**RECORDS SUPPLIED:**

↓

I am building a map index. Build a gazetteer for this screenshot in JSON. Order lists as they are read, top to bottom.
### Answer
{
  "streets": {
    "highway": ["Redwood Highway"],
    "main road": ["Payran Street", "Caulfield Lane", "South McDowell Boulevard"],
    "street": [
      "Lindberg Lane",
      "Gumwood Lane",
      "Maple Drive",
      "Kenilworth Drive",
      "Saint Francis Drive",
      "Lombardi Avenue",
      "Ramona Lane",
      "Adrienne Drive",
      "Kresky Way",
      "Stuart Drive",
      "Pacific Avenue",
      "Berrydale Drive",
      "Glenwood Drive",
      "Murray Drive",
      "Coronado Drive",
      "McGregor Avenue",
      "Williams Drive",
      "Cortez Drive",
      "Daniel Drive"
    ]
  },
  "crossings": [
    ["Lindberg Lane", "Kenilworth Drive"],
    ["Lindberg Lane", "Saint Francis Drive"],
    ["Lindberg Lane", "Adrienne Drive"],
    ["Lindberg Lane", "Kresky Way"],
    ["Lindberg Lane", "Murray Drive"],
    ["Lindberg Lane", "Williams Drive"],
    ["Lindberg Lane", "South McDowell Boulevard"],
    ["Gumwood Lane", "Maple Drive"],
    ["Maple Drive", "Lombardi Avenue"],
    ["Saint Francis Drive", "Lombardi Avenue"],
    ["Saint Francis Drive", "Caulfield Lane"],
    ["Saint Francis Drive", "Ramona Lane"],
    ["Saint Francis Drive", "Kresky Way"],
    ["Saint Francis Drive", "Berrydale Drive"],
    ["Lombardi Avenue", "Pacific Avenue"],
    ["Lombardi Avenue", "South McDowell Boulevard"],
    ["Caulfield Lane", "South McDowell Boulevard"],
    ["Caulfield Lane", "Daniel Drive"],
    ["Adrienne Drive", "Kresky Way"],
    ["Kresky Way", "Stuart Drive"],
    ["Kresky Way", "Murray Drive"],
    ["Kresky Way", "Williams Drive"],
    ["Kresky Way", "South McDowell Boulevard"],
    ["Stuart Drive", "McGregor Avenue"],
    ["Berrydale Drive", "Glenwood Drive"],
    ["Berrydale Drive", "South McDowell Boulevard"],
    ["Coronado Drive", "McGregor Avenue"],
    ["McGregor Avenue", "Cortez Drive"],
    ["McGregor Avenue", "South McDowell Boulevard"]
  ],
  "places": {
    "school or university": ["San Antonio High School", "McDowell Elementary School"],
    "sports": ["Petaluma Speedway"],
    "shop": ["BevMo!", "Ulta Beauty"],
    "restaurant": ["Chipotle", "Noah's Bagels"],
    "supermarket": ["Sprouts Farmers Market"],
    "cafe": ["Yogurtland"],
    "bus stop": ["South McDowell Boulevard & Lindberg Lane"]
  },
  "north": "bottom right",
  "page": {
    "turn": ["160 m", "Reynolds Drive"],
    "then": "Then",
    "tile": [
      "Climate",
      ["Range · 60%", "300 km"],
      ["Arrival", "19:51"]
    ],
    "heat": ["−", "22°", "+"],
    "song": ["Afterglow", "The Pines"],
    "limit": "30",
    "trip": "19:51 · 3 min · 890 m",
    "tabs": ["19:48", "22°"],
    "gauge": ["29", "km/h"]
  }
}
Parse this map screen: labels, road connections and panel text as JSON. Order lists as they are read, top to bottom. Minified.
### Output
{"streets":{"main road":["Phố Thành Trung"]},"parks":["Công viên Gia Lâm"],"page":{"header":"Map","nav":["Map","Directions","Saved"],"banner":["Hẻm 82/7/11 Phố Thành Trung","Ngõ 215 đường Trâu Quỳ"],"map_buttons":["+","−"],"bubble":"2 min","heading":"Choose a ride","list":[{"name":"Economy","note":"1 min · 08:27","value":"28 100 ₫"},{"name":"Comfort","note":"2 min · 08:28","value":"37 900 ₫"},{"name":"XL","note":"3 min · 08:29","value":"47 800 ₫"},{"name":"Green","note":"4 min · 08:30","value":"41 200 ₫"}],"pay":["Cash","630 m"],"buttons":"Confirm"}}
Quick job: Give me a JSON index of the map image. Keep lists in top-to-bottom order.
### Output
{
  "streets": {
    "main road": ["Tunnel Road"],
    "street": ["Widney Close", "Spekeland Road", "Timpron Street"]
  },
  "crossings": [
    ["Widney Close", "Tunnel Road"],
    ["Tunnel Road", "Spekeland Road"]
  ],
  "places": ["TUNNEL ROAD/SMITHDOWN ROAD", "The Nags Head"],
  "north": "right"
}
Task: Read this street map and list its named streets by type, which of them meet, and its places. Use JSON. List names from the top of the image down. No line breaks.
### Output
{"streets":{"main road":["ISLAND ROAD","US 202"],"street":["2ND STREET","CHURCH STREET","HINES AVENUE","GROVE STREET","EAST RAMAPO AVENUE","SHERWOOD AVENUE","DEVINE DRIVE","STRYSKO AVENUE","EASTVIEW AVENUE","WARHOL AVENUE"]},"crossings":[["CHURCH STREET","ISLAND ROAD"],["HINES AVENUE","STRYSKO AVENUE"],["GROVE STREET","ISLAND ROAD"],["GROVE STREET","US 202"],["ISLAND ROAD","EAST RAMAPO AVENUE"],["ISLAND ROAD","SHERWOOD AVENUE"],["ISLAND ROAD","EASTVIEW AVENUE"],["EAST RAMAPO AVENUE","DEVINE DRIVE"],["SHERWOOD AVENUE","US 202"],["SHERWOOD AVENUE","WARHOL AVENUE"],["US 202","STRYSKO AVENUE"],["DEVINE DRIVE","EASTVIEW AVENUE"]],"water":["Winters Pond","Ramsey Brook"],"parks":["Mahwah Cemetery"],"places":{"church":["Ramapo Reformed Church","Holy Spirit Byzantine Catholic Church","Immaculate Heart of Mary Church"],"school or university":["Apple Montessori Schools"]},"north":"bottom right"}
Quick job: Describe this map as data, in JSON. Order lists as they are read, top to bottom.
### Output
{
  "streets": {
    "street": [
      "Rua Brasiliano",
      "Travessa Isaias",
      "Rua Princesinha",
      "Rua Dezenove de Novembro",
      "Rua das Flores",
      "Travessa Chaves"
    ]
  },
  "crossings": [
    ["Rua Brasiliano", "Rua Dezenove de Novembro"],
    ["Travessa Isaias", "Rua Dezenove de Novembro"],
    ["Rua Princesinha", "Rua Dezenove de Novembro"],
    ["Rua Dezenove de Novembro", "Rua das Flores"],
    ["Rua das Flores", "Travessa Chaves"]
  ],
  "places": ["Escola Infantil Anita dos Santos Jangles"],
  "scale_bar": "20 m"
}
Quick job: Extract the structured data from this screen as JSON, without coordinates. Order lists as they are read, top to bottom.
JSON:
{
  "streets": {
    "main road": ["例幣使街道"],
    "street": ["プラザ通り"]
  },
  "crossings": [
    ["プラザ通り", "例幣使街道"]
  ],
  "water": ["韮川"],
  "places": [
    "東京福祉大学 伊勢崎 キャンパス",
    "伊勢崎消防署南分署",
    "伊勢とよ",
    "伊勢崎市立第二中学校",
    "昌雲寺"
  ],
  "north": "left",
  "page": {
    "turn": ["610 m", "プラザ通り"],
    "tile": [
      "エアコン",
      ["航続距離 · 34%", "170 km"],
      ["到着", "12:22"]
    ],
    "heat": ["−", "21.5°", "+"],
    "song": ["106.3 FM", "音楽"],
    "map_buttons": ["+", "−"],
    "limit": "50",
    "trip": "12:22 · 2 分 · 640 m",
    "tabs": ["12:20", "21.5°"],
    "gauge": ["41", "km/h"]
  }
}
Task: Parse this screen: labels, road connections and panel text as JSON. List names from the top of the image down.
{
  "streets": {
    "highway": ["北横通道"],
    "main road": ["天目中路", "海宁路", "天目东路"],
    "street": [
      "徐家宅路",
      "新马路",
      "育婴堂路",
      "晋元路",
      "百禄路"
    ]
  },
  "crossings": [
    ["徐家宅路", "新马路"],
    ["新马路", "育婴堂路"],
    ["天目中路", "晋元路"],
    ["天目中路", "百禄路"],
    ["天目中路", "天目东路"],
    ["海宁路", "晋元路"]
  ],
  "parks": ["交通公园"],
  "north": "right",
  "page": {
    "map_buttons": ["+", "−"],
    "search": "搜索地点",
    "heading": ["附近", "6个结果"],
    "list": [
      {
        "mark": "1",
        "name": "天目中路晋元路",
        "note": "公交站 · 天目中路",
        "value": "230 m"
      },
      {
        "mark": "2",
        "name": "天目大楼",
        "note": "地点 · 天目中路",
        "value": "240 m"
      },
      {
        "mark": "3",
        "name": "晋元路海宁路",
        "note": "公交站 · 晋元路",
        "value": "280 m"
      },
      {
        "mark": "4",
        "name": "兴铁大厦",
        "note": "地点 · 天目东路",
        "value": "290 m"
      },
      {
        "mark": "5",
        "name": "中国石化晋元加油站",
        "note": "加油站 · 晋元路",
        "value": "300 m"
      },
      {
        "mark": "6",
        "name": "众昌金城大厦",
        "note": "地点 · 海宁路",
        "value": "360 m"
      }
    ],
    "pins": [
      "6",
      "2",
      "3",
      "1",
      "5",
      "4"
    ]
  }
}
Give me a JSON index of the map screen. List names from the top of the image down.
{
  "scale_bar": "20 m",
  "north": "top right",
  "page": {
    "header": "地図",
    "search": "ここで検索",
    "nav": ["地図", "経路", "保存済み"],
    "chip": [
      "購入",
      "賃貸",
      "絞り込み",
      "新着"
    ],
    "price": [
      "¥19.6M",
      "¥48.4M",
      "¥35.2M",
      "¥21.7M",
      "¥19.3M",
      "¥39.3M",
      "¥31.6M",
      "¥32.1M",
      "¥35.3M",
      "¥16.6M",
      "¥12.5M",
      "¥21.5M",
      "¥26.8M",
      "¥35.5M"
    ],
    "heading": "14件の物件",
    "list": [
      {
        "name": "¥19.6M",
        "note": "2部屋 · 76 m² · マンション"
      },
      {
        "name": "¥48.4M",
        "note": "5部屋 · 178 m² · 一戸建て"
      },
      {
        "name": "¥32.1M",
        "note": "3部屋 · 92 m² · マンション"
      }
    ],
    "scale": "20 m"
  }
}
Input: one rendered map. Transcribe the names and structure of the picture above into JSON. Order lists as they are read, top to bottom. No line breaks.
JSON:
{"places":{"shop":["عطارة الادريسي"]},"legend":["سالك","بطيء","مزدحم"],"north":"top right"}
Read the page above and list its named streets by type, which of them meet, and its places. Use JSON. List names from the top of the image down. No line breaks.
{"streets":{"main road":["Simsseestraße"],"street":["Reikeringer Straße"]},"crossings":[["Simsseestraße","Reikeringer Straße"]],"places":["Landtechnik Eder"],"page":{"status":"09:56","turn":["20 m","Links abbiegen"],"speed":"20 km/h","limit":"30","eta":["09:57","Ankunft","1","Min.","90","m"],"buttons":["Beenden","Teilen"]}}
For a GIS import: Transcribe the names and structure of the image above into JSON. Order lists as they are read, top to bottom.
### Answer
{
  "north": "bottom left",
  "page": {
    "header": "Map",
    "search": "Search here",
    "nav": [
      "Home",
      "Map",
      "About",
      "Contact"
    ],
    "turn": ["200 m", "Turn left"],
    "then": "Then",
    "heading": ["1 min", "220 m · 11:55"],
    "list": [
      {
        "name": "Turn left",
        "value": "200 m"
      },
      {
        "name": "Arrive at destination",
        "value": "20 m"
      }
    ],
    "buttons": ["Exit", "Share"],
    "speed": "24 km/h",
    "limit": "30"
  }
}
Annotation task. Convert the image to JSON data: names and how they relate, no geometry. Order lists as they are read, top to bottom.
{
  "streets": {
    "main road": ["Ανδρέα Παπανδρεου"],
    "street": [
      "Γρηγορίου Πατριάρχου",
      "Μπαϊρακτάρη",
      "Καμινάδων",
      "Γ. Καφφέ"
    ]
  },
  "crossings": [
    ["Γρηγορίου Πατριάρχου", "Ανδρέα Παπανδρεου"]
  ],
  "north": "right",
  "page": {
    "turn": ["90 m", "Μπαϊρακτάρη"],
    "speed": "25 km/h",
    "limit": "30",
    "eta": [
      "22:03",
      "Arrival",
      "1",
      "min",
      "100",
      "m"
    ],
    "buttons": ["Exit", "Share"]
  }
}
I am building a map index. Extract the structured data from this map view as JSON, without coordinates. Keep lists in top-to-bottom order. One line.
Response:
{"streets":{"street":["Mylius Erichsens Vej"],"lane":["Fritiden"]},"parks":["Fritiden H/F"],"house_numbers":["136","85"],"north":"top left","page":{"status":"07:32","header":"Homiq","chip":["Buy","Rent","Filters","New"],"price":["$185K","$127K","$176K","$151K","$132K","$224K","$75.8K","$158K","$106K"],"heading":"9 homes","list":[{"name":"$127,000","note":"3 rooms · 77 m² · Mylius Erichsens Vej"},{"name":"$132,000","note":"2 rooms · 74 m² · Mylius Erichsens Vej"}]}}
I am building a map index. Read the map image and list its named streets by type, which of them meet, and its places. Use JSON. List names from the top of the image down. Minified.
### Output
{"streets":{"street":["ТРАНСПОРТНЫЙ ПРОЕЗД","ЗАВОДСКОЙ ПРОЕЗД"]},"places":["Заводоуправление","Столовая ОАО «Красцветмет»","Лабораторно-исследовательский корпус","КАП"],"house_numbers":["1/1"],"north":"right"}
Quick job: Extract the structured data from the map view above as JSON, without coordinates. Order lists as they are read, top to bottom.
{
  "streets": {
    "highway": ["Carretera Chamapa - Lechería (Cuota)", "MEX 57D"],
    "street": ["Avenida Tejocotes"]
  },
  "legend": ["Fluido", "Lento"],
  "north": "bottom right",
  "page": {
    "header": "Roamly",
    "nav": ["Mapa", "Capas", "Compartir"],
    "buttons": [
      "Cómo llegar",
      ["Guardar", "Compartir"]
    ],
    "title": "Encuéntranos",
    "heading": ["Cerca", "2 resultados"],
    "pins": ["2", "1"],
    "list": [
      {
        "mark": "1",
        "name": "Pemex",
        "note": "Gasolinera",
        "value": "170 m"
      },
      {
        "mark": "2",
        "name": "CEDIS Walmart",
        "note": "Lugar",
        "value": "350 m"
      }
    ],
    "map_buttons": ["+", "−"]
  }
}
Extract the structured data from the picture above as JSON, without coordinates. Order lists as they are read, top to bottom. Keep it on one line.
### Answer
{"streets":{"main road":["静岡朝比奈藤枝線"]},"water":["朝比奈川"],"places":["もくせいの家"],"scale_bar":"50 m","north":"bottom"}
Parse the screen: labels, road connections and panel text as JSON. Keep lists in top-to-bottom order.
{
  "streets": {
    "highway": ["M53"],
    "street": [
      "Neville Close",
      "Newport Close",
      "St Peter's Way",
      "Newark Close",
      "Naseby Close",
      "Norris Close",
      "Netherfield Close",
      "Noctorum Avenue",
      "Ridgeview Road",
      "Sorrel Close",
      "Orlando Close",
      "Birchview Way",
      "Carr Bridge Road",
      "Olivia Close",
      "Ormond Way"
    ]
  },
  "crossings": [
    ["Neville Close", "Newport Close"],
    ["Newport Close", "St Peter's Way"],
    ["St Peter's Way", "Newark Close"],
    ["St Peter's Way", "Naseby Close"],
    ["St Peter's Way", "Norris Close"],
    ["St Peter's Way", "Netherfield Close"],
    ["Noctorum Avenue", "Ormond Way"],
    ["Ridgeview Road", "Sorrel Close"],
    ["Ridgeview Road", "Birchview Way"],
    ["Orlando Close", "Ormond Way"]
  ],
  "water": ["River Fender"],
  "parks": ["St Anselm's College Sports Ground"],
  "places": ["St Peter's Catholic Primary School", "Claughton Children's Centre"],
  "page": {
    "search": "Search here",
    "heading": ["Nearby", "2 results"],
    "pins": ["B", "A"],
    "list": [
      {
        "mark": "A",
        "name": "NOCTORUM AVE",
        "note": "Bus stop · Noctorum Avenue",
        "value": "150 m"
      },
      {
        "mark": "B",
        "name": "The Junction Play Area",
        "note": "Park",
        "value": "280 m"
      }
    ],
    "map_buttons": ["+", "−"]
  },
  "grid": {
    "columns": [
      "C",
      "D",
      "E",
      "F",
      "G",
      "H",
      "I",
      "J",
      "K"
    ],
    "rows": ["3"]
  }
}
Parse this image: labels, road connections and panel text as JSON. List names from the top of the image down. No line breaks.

↑

**WHAT YOU NEED TO DO:** Starting at the line above that contains "Read the page", repeat each line exactly up to and including the line that contains "For a GIS import: Transcribe", and stop there.

**ANSWER BELOW:**
Read the page above and list its named streets by type, which of them meet, and its places. Use JSON. List names from the top of the image down. No line breaks.
{"streets":{"main road":["Simsseestraße"],"street":["Reikeringer Straße"]},"crossings":[["Simsseestraße","Reikeringer Straße"]],"places":["Landtechnik Eder"],"page":{"status":"09:56","turn":["20 m","Links abbiegen"],"speed":"20 km/h","limit":"30","eta":["09:57","Ankunft","1","Min.","90","m"],"buttons":["Beenden","Teilen"]}}
For a GIS import: Transcribe the names and structure of the image above into JSON. Order lists as they are read, top to bottom.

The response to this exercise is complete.